What is needed:
Provide only the number of lines in the listing that contain the word "Keep".

Supplied material:
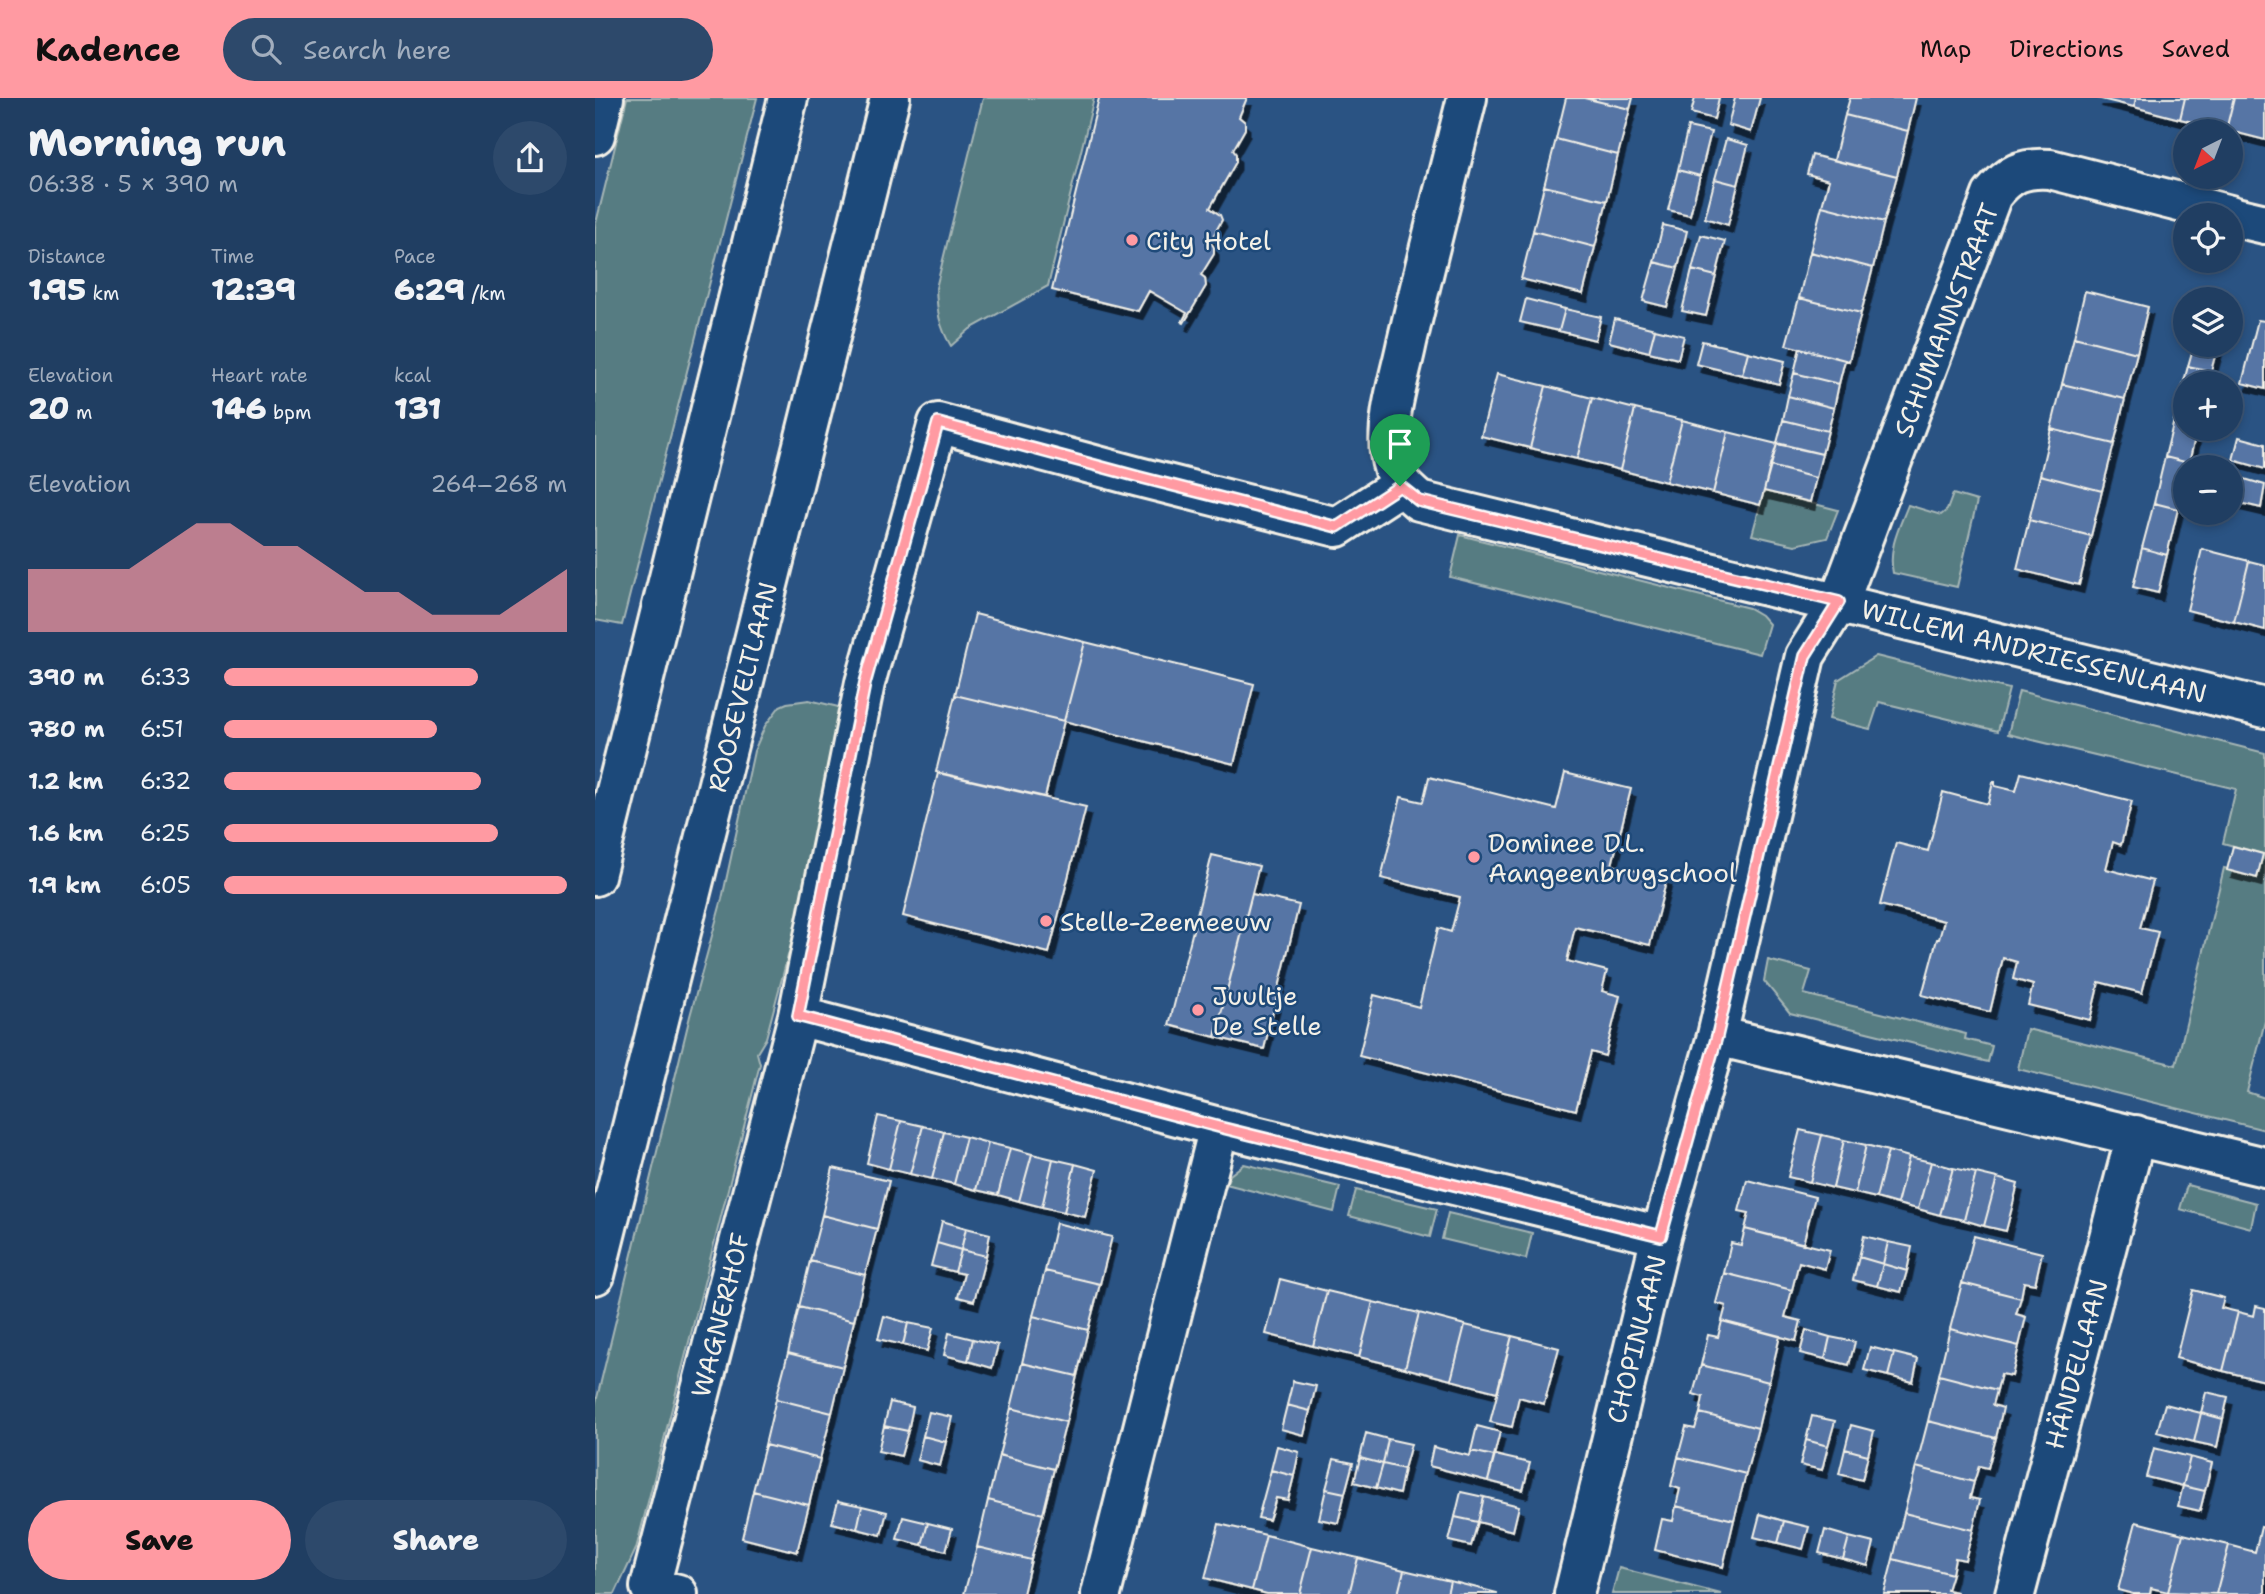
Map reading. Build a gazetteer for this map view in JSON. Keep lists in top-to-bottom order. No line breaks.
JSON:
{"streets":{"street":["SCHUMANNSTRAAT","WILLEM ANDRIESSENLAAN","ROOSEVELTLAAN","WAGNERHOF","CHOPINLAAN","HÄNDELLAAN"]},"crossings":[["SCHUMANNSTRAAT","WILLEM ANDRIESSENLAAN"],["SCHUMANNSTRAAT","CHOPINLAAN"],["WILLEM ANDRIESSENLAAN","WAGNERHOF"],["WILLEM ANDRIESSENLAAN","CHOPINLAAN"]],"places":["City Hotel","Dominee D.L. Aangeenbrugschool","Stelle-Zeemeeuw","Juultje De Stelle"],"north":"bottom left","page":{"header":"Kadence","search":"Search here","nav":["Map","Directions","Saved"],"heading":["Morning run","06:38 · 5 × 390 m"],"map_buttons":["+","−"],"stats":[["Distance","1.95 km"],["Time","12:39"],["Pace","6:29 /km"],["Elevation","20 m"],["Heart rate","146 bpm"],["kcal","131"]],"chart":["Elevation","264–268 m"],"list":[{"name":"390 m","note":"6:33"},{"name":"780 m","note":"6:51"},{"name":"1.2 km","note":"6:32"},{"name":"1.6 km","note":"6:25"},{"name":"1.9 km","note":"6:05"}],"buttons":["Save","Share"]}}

* * *

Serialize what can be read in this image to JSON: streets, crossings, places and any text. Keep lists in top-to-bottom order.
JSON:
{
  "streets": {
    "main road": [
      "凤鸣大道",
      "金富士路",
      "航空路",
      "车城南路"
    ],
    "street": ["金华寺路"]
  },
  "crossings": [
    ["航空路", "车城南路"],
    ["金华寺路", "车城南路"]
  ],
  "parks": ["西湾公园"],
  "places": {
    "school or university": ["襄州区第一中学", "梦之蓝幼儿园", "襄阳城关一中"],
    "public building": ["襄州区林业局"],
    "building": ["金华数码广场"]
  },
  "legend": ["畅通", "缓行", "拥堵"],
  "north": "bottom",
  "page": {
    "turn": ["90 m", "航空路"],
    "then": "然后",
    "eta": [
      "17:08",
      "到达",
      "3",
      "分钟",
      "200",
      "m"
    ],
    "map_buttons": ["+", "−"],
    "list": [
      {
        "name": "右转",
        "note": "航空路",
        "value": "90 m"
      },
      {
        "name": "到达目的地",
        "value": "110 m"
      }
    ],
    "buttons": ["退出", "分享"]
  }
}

==

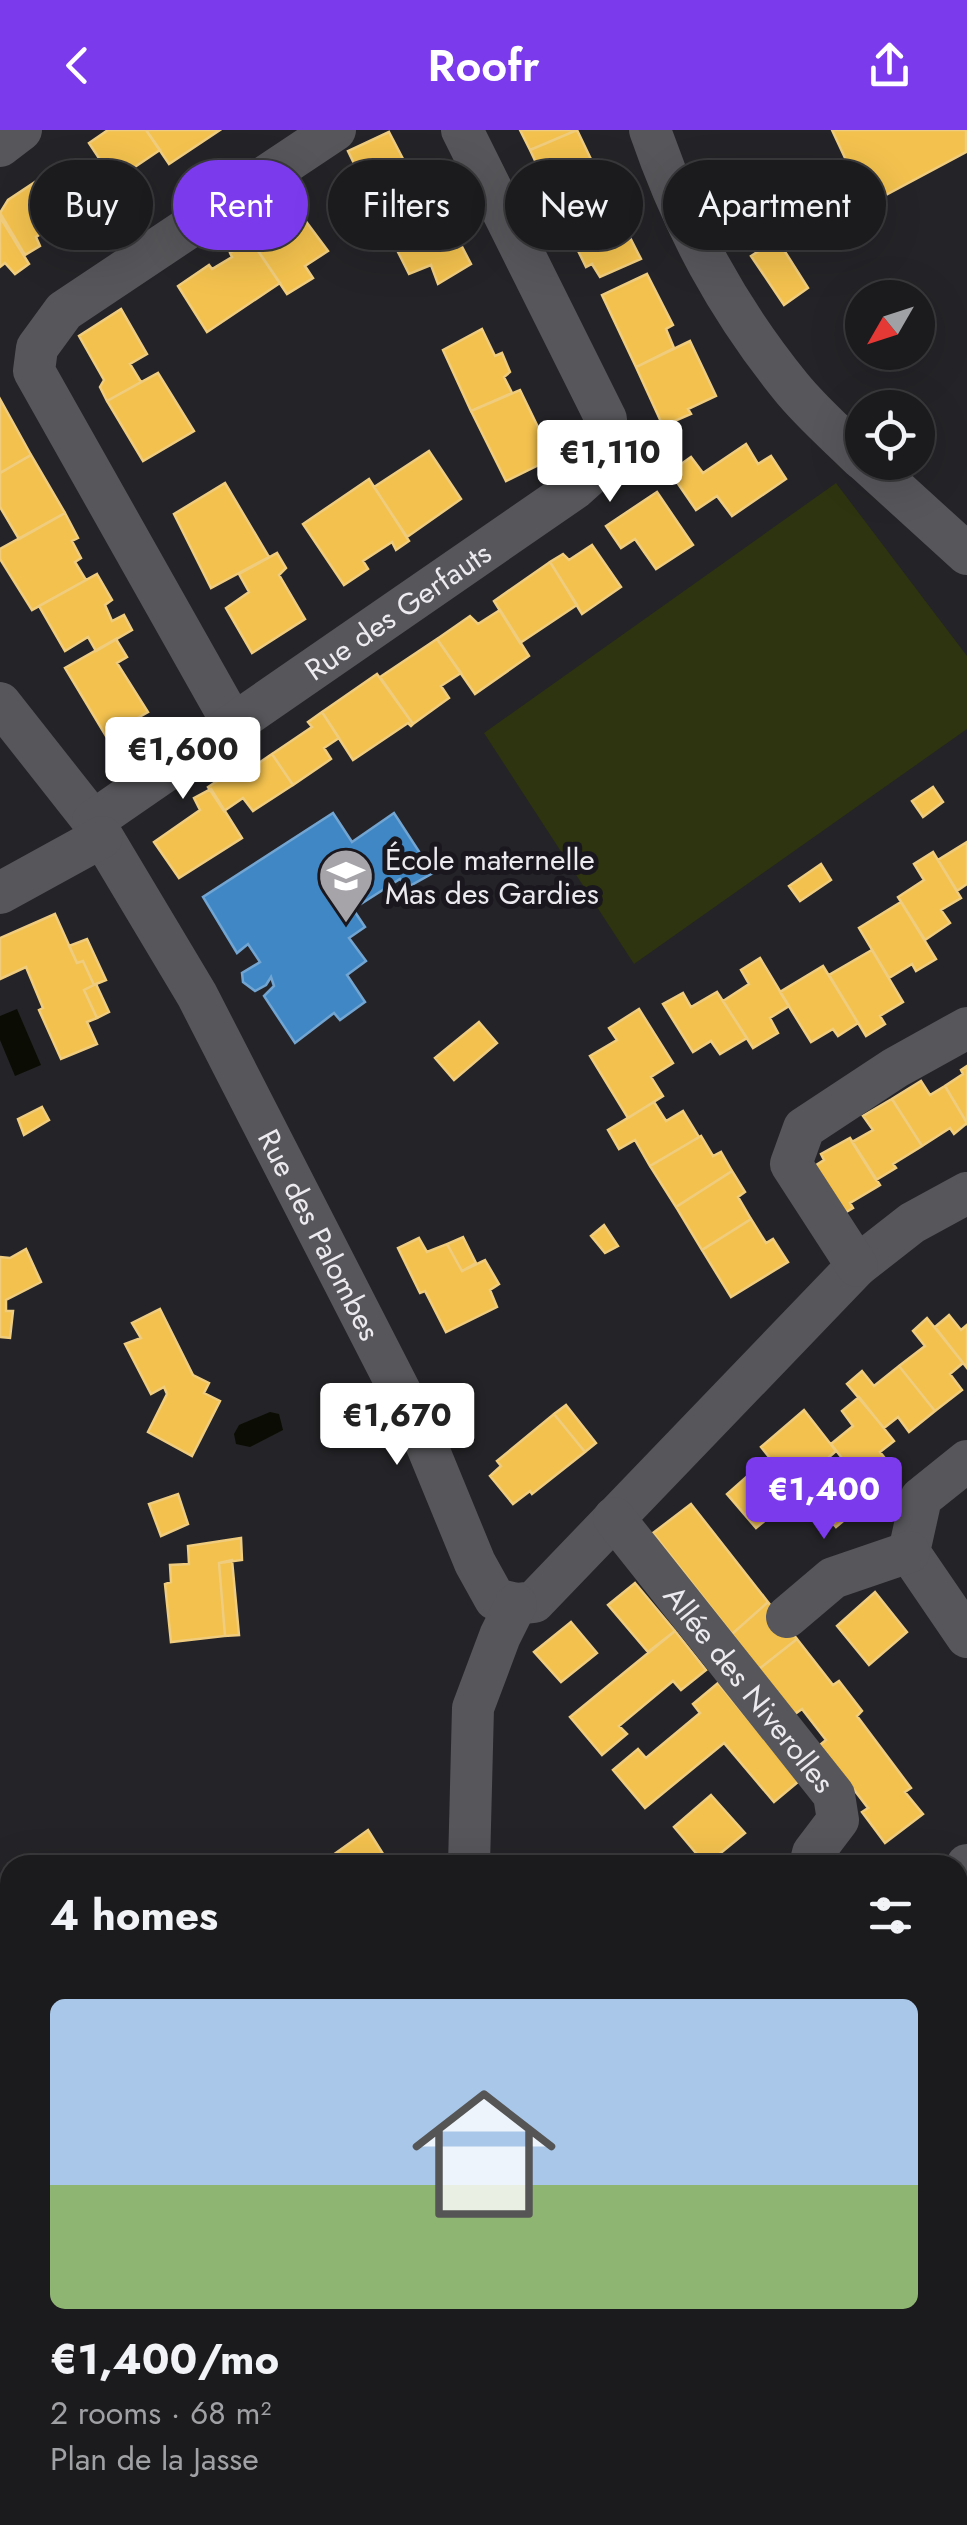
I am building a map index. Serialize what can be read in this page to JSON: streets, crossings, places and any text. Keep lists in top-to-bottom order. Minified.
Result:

Response area:
3